UM 0215 (Military Unit 0215, colloquially known as Doi și-un sfert, "Two and a quarter," or "Quarter past two") was a Romanian intelligence agency in the 1990s that was built upon the Bucharest branch of the Socialist Republic of Romania's Securitate. Its main purpose was to subvert the opposition, particularly during the Golaniad mass protests in Bucharest. The agency was also involved in the violent interventions against the protesters (the Mineriad).

== Creation ==
Created in February 1990 with President Ion Iliescu's approval, it was made up of Securitate officers who had been placed in reserve following the Romanian Revolution of 1989.

== Activities ==
The agency received criticism from the media, as well as from Western governments and NGOs and journalists, for having ex-Securitate members and for its modus operandi.

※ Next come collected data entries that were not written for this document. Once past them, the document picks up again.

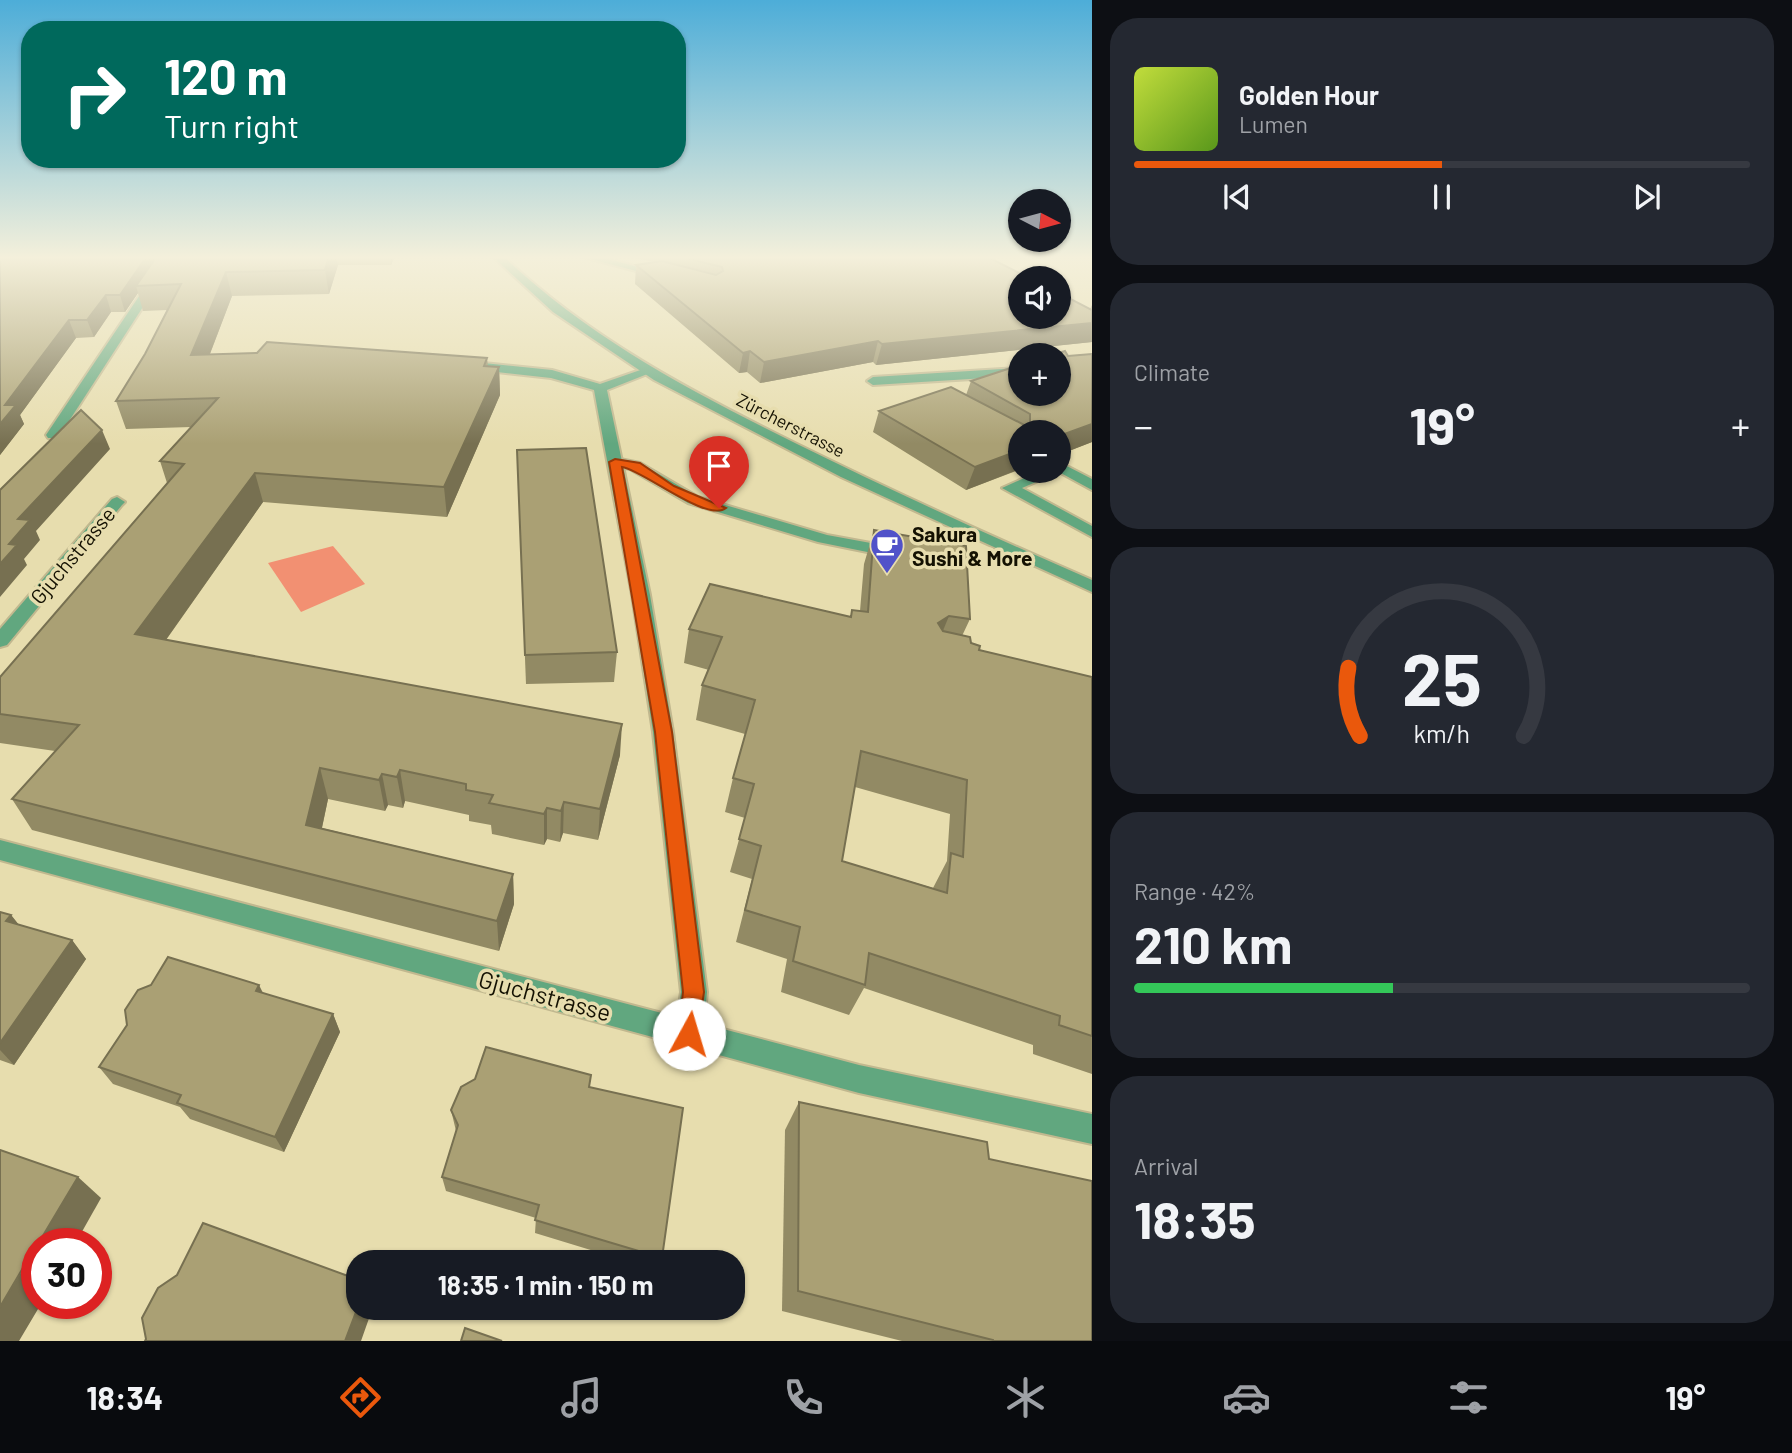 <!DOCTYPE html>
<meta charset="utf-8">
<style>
body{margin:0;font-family:Barlow,sans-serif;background:#242831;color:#f1f3f6;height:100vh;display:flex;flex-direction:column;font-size:26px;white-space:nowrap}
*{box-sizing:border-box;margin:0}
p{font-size:23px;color:#9ea1a6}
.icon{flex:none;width:38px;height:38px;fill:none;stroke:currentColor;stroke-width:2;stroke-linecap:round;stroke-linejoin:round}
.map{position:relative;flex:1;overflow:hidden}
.sheet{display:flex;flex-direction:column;gap:18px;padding:18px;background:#0d0f14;width:700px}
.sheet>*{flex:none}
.top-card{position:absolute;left:21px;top:21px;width:665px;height:147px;border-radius:28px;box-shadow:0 2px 5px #0004;background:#00695c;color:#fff;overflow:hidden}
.needle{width:46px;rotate:96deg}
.buttons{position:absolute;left:1008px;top:189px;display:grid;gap:14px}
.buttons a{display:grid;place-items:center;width:63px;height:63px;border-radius:50%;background:#171b24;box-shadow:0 2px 5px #0004;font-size:35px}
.speed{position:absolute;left:21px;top:1228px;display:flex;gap:14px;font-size:35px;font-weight:700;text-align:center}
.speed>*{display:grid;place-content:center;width:91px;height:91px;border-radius:50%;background:#171b24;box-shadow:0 2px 5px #0004;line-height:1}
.speed .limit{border:10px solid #d22;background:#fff;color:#111}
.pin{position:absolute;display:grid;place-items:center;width:60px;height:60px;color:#fff;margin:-72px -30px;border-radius:50% 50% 50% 0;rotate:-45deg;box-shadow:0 0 7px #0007}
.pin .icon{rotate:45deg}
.me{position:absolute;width:77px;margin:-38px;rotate:6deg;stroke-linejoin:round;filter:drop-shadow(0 0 5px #0008)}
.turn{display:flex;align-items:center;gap:24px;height:147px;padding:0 28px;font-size:32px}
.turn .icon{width:91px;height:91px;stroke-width:2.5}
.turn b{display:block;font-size:49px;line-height:60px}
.big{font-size:52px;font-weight:700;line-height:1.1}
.sheet .tile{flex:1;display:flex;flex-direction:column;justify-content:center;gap:10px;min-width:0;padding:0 24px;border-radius:28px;background:#242831}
.sheet .dial{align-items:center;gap:0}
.dial svg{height:182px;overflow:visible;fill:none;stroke:#363941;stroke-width:7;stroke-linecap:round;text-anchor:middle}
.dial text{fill:#f1f3f6;stroke:none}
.song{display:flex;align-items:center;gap:21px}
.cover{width:84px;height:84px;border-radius:10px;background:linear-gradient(135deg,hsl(70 70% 55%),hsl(90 70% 35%))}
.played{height:7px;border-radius:4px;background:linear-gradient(90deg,#ea580c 50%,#363941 50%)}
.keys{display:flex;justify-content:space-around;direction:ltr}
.heat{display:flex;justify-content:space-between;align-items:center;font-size:38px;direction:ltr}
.charge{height:10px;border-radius:5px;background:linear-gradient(90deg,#34c759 42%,#363941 0)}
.trip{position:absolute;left:346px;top:1250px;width:399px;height:70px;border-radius:28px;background:#171b24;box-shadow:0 2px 5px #0004;font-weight:700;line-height:70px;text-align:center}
.dock{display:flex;height:112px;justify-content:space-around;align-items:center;background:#090b0e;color:#9ea1a6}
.dock .icon{width:49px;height:49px}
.dock .current{color:#ea580c}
.dock b{font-size:32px;color:#f1f3f6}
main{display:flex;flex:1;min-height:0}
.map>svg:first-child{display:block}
.green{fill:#f29072}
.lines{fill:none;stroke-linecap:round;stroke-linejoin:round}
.service-casing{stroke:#c1b88f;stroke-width:4}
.minor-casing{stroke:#c1b88f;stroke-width:4}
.tertiary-casing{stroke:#c1b88f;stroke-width:4}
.service{fill:#61a77f;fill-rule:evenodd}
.minor{fill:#61a77f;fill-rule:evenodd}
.tertiary{fill:#61a77f;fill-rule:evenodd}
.wall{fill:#928a64;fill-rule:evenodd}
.shaded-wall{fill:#777051}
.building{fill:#aaa074;stroke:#777051;stroke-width:2;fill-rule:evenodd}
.route{fill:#ea580c;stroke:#983908;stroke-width:2}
.labels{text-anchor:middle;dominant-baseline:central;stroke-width:7;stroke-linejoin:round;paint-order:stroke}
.far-street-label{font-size:18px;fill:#141102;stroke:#e7ddae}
.poi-label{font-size:21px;font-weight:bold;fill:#141102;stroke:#e7ddae;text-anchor:start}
.street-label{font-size:21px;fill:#141102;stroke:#e7ddae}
.near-street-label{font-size:24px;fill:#141102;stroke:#e7ddae}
</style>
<main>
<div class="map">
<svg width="1092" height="1341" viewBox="0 0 1092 1341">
<rect width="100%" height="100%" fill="#e7ddae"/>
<polygon class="green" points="333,546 365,584 301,612 268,563"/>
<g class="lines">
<g class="service-casing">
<g id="service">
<polygon points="579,256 597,256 664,274 659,277"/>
<polygon points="1020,368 1020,376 873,385 867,381 873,377"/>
<polygon points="615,458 640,463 698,497 827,535 898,548 900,552 892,557 818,542 688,503 630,469 610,465 608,462"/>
<polygon points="1059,462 1092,479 1092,490 1059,472 1022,488 1092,526 1092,537 1002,488 1040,471 1059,471"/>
</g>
</g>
<g class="minor-casing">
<g id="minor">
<polygon points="166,256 176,256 58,438 48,438 46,435"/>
<polygon points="474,362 552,370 600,384 649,367 655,371 607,390 650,595 673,732 707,992 704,1024 859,1065 1092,1114 1092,1144 859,1093 0,860 0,840 677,1017 681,992 653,732 632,595 594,390 551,378 470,369 468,366"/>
<polygon points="117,497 125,502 122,505 7,645 0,647 0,629 112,499"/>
</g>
</g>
<g class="tertiary-casing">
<path id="tertiary" d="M492 256H503C589 338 692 392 797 444 894 492 993 537 1092 580V592L841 477 654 380 553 312Z"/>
</g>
<use href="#service" class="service"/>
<use href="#minor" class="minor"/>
<use href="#tertiary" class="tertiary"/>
</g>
<g class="wall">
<polygon points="0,256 395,256 391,265 338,265 329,294 232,296 210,354 487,358 488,366 499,367 500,395 447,517 263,502 166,640 620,755 598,840 563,833 560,842 547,839 544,845 492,834 491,825 469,821 469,815 405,801 403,808 388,805 385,811 328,799 322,828 513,874 514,904 499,951 32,830 12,799 55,751 0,743 0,677 167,483 160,461 191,427 126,429 116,401 145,354 167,310 143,311 138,293 125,312 111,312 94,337 76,338 20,415 24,424 0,455"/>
<polygon points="626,256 986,256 1090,309 1092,305 1092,342 876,365 873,362 760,383 747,372 739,373 635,284 636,265 655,262"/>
<polygon points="1068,356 1092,442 966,490 873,432 879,411 966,395 971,381"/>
<polygon points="518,477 617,652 614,682 526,684"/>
<path d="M874 530 970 619 962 636 979 650 1092 677V1074L1033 1054V1045L864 988 849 1015 781 992 787 959 736 942 752 879 730 872 745 818 725 812 733 778 745 734 696 720 702 685 709 670 684 663 689 629 850 617 860 611 864 564ZM855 787 950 814 947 861 933 888 842 861Z"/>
<polygon points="0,912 11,915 19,925 72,940 86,959 14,1065 0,1060"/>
<polygon points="263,993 333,1014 340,1032 284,1152 190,1119 180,1107 113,1084 99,1067 127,1025"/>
<polygon points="590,1087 662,1258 661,1262 630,1262 535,1233 536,1218 446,1191 442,1177 456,1131 451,1110"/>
<polygon points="799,1102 989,1159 1092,1341 902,1341 782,1311 785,1130"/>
</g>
<g class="shaded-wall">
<polygon points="147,256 157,256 136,286 138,293 125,312 120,295"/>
<polygon points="329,256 336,256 338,265 329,294 325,270"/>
<polygon points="390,256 395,256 391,265"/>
<polygon points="226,272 232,296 199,382 191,355"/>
<polygon points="106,295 111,312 94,337 87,320"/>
<polygon points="69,320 76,338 20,415 24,424 0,455 0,424 5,405"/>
<polygon points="1092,323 1092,342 876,365 882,344"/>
<polygon points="878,341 873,362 760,383 764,362"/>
<polygon points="750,351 747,372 739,373 743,353"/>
<polygon points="499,367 500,395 447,517 444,487"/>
<polygon points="1092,424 1092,442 1059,455 1059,436"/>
<polygon points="102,430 110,449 36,531 40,540 24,559 27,565 0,597 0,564 18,519"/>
<polygon points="1020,450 1020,469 966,490 975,467"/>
<polygon points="255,473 263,502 148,665 135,634"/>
<polygon points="949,616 935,650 938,623"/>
<polygon points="622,724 620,755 598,840 600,809"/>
<polygon points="320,768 328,799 316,855 306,825"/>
<polygon points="400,770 405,801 403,808 397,777"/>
<polygon points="382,774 388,805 385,811 379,780"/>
<polygon points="564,802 563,833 560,842 561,811"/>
<polygon points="547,808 547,839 544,845 544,814"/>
<polygon points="513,874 514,904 499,951 497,921"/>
<polygon points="11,915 26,934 6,921"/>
<polygon points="72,940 86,959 14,1065 0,1050 0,1043"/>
<polygon points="259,985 268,1003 256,991"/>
<polygon points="333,1014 340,1032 284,1152 275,1137"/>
<polygon points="78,1177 101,1198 75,1244 38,1244"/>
<polygon points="37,1246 37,1304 41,1304 19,1341 0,1341 0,1307"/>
<polygon points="359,1304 359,1307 373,1307 361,1341 345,1341"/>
</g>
<g class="building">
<polygon points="0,256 147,256 120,295 106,295 87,320 69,320 5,405 16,405 0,424"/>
<polygon points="157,256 329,256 325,270 226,272 191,355 257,353 267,342 487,358 484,366 499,367 444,487 255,473 135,634 622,724 600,809 564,802 561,811 547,808 544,814 489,803 493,795 466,790 466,784 400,770 397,777 382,774 379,780 320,768 306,825 513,874 497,921 12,799 79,725 0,714 0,677 184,464 160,461 218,398 116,401 145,354 181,284 136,286"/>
<polygon points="695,256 986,256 1029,278 1020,278 1020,317 1059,317 1059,293 1092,310 1092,323 882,344 878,341 764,362 750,351 743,353 636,265 662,261 716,275 723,271 722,267 686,258"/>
<polygon points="1065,351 1068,356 1092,354 1092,424 1059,436 1059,432 1020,432 1020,450 975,467 879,411 951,387 1030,428 1030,414 971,381 1020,365 1020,394 1059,394 1059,355 1052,355"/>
<polygon points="81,410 102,430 18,519 30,520 9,544 17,545 0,564 0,490"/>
<polygon points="586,448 617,652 525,655 517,450"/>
<path d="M874 530 966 546 970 619 949 616 938 623 943 631 970 637 971 643 980 646 979 650 1092 677V1036L1059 1025 1060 1016 869 953 865 985 793 961 800 927 745 910 761 846 739 839 754 784 733 778 755 700 702 685 722 637 689 629 710 584 851 617 852 610 868 612ZM861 751 967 780 963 857 951 853 947 893 842 861Z"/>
<polygon points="0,912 11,915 6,921 72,940 0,1043"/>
<polygon points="168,957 259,985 256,991 333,1014 275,1137 177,1103 181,1095 99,1067 127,1025 125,1010 138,990 151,985"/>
<polygon points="486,1047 591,1075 589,1087 683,1108 662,1258 535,1220 539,1205 442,1177 458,1125 451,1110 461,1087 475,1079"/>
<polygon points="799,1102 987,1142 989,1159 1092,1181 1092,1341 993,1341 993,1340 798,1291"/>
<polygon points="0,1150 78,1177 38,1244 37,1244 0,1307"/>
<polygon points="203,1223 359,1280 359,1304 345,1341 145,1341 146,1339 142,1318 158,1288 177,1275"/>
<polygon points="465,1328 502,1341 461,1341"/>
</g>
<linearGradient id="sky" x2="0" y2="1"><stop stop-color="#4dadd8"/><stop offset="0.58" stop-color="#f4f0db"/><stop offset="1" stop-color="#f4f0db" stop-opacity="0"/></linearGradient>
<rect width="1092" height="444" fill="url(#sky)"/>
<path class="route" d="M615 459 640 463 674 486 726 508C707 523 643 470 622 467L672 732 704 992 697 1041 689 1045 681 1041 678 1034 683 992 655 732 609 462Z"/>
<defs>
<g id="cafe-pin" transform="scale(1.75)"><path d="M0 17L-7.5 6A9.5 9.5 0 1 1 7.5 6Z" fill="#5152c9" stroke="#e7ddae"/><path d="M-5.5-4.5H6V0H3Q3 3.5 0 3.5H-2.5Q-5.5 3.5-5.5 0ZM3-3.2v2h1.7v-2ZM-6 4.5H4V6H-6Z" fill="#fff"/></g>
</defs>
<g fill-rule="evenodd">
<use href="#cafe-pin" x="887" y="545"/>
</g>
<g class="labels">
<g class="far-street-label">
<text transform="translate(791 425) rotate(27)">Zürcherstrasse</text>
</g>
<g class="poi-label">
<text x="912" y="533">Sakura<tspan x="912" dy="24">Sushi &amp; More</tspan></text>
</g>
<g class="street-label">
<text transform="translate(72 555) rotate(-50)">Gjuchstrasse</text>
</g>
<g class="near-street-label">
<text transform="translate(545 995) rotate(15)">Gjuchstrasse</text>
</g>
</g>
</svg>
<div class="buttons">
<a><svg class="needle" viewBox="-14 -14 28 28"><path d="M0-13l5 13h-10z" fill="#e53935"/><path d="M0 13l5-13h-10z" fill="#9ea1a6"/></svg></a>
<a><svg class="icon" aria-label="sound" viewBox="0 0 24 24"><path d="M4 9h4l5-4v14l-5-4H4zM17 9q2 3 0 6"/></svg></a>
<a>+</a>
<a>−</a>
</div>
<div class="speed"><div class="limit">30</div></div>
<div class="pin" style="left:719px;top:508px;background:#d93025"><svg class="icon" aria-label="arrive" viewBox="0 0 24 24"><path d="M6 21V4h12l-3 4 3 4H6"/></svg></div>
<svg class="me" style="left:689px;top:1034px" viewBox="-20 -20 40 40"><circle r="19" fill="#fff"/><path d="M0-13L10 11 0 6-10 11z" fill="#ea580c"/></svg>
<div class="trip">18:35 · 1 min · 150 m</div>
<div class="top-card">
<div class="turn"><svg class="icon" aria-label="right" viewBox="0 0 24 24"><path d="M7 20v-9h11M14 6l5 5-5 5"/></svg><div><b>120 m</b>Turn right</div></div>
</div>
</div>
<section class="sheet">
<div class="tile">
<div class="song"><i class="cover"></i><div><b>Golden Hour</b><p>Lumen</p></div></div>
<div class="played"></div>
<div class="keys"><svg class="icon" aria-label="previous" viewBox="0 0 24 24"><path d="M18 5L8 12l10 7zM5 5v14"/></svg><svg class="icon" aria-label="pause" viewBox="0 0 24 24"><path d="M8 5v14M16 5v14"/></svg><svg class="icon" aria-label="next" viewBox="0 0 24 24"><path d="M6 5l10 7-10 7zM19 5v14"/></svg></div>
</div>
<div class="tile"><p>Climate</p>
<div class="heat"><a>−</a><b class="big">19°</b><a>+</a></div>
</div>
<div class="tile dial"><svg viewBox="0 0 100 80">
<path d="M14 69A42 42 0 1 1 86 69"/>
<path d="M14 69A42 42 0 0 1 9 39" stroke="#ea580c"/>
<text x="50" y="56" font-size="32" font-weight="700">25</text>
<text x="50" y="72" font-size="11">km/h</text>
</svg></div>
<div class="tile"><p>Range · 42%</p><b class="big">210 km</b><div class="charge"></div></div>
<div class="tile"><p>Arrival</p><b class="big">18:35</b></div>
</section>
</main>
<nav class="dock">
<b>18:34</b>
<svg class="icon current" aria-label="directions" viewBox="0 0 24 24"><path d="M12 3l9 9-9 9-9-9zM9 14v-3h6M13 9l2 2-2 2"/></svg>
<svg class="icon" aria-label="music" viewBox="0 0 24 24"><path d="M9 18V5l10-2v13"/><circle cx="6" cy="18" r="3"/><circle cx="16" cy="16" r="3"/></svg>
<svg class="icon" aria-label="phone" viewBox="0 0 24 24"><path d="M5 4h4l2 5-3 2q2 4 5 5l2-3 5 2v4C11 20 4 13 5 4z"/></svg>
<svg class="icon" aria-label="climate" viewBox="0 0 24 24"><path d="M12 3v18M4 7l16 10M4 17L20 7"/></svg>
<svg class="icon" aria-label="car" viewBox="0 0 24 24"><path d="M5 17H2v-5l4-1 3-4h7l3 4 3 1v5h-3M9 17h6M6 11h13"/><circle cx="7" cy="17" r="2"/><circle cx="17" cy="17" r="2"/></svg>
<svg class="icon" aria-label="filters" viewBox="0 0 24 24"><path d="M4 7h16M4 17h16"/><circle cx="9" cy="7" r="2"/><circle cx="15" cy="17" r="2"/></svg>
<b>19°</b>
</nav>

It collected information on politicians, journalists and trade union leaders, as well as Romanians abroad and foreigners in Romania. It was accused of being a political police.

== Dissolution ==
In 1998, it was disbanded and, following background checks from a governmental commission, some of its agents were taken over by the newly created criminal intelligence agency, Direcția Generală de Informații și Protecție Internă. Where UM 0215 had 1,440 staff members, the new agency had a sharply reduced 150 staff members.

The proposal to disband it completely was not taken into consideration because some feared that the agents would join the Greater Romania Party.